When the pixel driving voltage ELVDD is changed or varied for each mode, the switching element 155 for measuring the analog-to-digital converter input voltage may be connected between the shunt resistor 154 and the analog-to-digital converter 156 . The switching element 155 can be changed at the contact point between the classification resistor 154 and the input terminal of the ADC under the control of the timing controller 130 .

As shown in FIGS. 15A to 15C, the shunt resistor 154 includes a high-potential shunt resistor 154a connected between the pixel driving voltage ELVDD and the load, and a low-potential shunt resistor 154a connected between the load and the ground voltage GND. device 154d. The load may be a sensing target block BL in sensing mode.

The switching element 155 can connect the pixel driving voltage ELVDD and the ground voltage to the first and second output terminals of the ADC 156 , as shown in FIG. 15A . Therefore, the timing controller 130 can determine the range of the pixel driving voltage ELVDD and the input voltage of the analog-to-digital converter.
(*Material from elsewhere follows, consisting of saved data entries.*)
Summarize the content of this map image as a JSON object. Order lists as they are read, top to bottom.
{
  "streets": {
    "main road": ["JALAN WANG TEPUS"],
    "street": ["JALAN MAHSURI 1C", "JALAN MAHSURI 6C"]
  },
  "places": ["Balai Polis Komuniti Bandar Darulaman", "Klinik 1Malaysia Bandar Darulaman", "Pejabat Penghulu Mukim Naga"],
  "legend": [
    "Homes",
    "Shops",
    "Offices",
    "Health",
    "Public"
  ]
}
When the voltage difference across the first shunt resistor 154a is within the range of the input voltage of the analog-to-digital converter 156, the timing controller 130 controls the switching element 155 to connect the first shunt resistor 154a to the analog-to-digital converter 156 The first and second input terminals of , as shown in Figure 15B. On the other hand, when the pixel driving voltage ELVDD rises and an overflow voltage exceeding the input voltage range of the analog-to-digital converter 156 is applied to the analog-to-digital converter 156, the timing controller 130 can control the switching element 155 to switch the second shunt resistor The device 154d is connected to the first and second input ends of the analog-to-digital converter 156 .
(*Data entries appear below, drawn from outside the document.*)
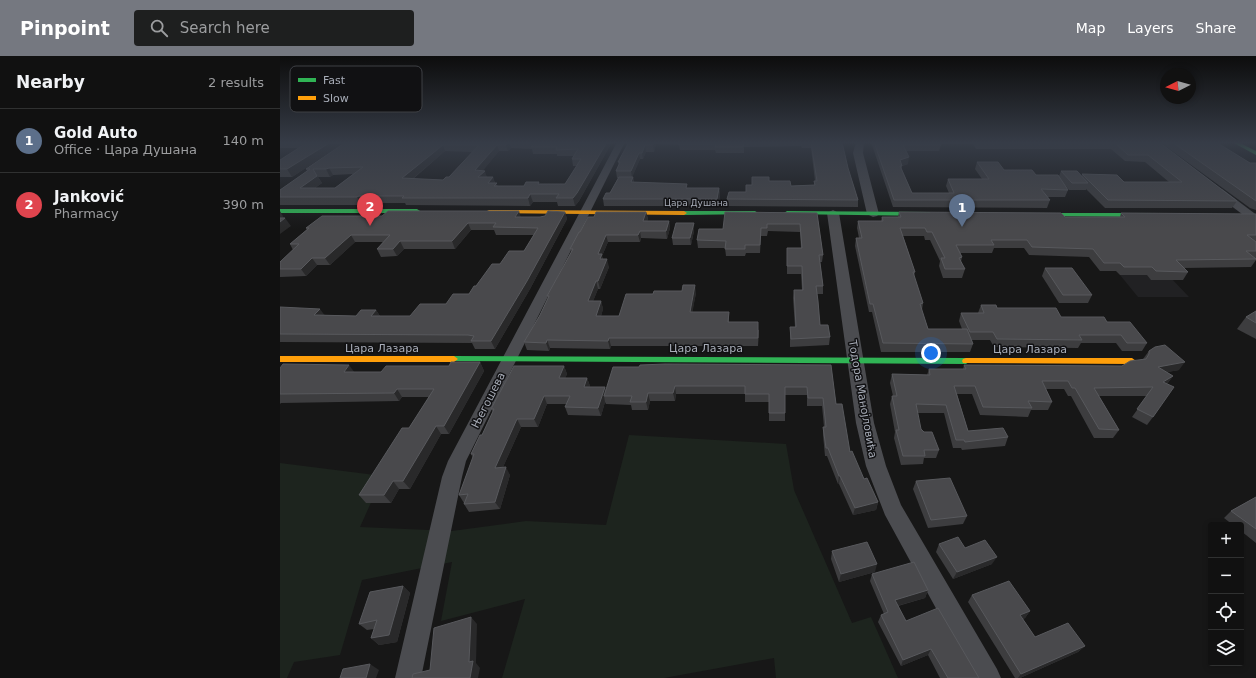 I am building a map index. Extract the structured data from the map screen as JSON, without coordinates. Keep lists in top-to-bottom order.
{
  "streets": {
    "street": [
      "Цара Душана",
      "Цара Лазара",
      "Тодора Манојловића",
      "Његошева"
    ]
  },
  "crossings": [
    ["Цара Душана", "Његошева"],
    ["Цара Лазара", "Тодора Манојловића"],
    ["Цара Лазара", "Његошева"]
  ],
  "legend": ["Fast", "Slow"],
  "north": "left",
  "page": {
    "header": "Pinpoint",
    "search": "Search here",
    "nav": ["Map", "Layers", "Share"],
    "heading": ["Nearby", "2 results"],
    "list": [
      {
        "mark": "1",
        "name": "Gold Auto",
        "note": "Office · Цара Душана",
        "value": "140 m"
      },
      {
        "mark": "2",
        "name": "Janković",
        "note": "Pharmacy",
        "value": "390 m"
      }
    ],
    "pins": ["2", "1"],
    "map_buttons": ["+", "−"]
  }
} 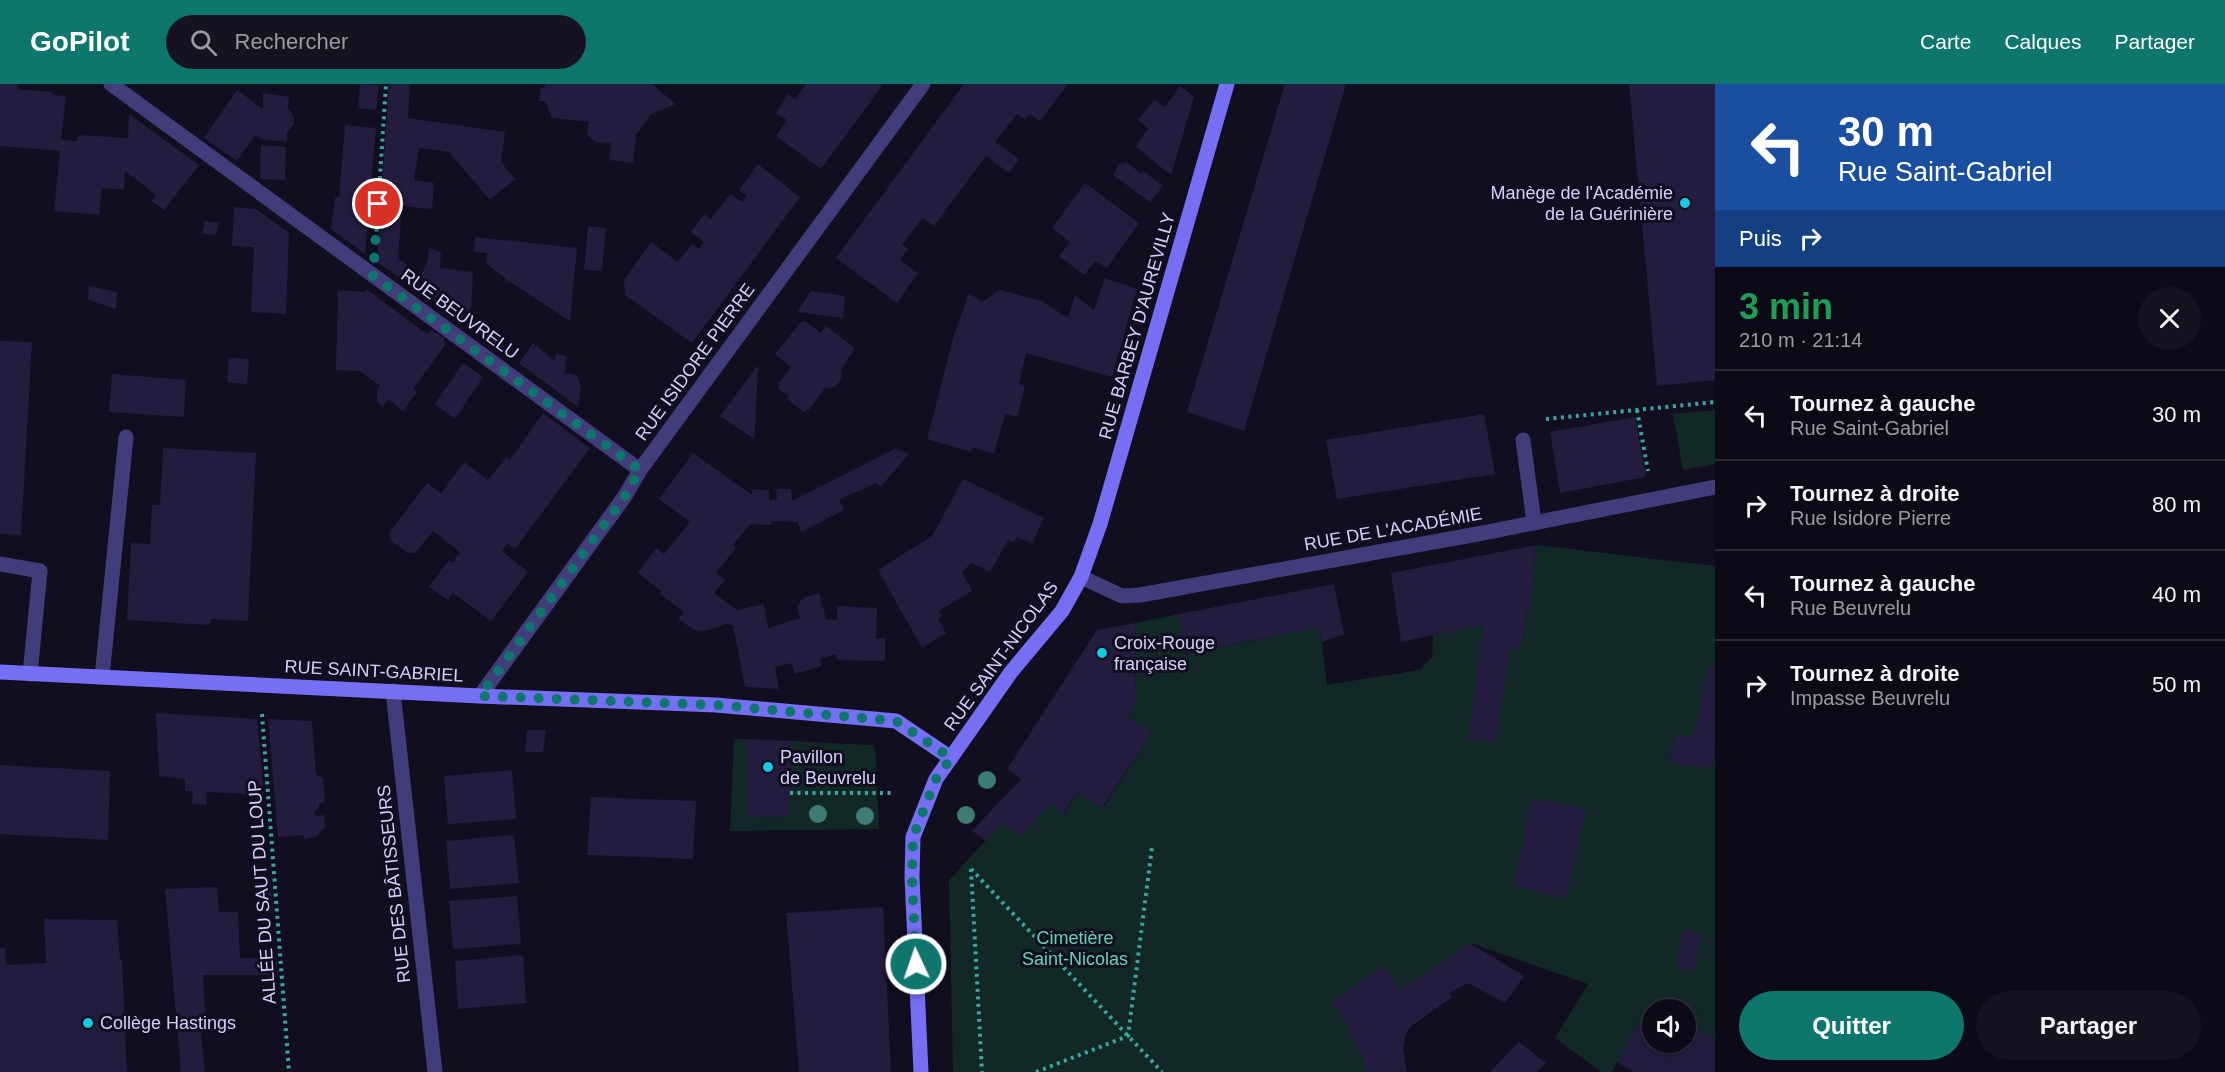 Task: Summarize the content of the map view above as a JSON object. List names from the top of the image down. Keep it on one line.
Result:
{"streets":{"street":["RUE BEUVRELU","RUE BARBEY D'AUREVILLY","RUE ISIDORE PIERRE","RUE DE L'ACADÉMIE","RUE SAINT-NICOLAS","RUE SAINT-GABRIEL","RUE DES BÂTISSEURS"],"path":["ALLÉE DU SAUT DU LOUP"]},"crossings":[["RUE BEUVRELU","RUE ISIDORE PIERRE"],["RUE BARBEY D'AUREVILLY","RUE DE L'ACADÉMIE"],["RUE BARBEY D'AUREVILLY","RUE SAINT-NICOLAS"],["RUE ISIDORE PIERRE","RUE SAINT-GABRIEL"],["RUE DE L'ACADÉMIE","RUE SAINT-NICOLAS"],["RUE SAINT-NICOLAS","RUE SAINT-GABRIEL"],["RUE SAINT-GABRIEL","RUE DES BÂTISSEURS"]],"parks":["Cimetière Saint-Nicolas"],"places":["Manège de l'Académie de la Guérinière","Croix-Rouge française","Pavillon de Beuvrelu","Collège Hastings"],"page":{"header":"GoPilot","search":"Rechercher","nav":["Carte","Calques","Partager"],"turn":["30 m","Rue Saint-Gabriel"],"then":"Puis","heading":["3 min","210 m · 21:14"],"list":[{"name":"Tournez à gauche","note":"Rue Saint-Gabriel","value":"30 m"},{"name":"Tournez à droite","note":"Rue Isidore Pierre","value":"80 m"},{"name":"Tournez à gauche","note":"Rue Beuvrelu","value":"40 m"},{"name":"Tournez à droite","note":"Impasse Beuvrelu","value":"50 m"}],"buttons":["Quitter","Partager"]}}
The purpose achieved by the present disclosure, the significance of achieving multiple purposes, and the effects of the present disclosure stated above do not specify the necessary features of the claim, and the scope of the claim is not limited by the disclosure of the present disclosure.

Even though multiple embodiments of the present disclosure are described in more detail with reference to the accompanying drawings, the present disclosure is not limited by the foregoing and can be implemented in various forms without departing from the technical concept of the present disclosure. Therefore, the various embodiments disclosed in the present disclosure are provided for the purpose of illustration only and are not intended to limit the technical concept of the present disclosure. The scope of the technical concept of the present disclosure is not limited to the above. Therefore, it should be understood that the various embodiments described above are illustrative in all aspects and not restrictive of the present disclosure. The protection scope of the present disclosure should be interpreted based on the following multiple claims, and all technical concepts in the scope equivalent to the above should be interpreted as falling within the scope of the present disclosure.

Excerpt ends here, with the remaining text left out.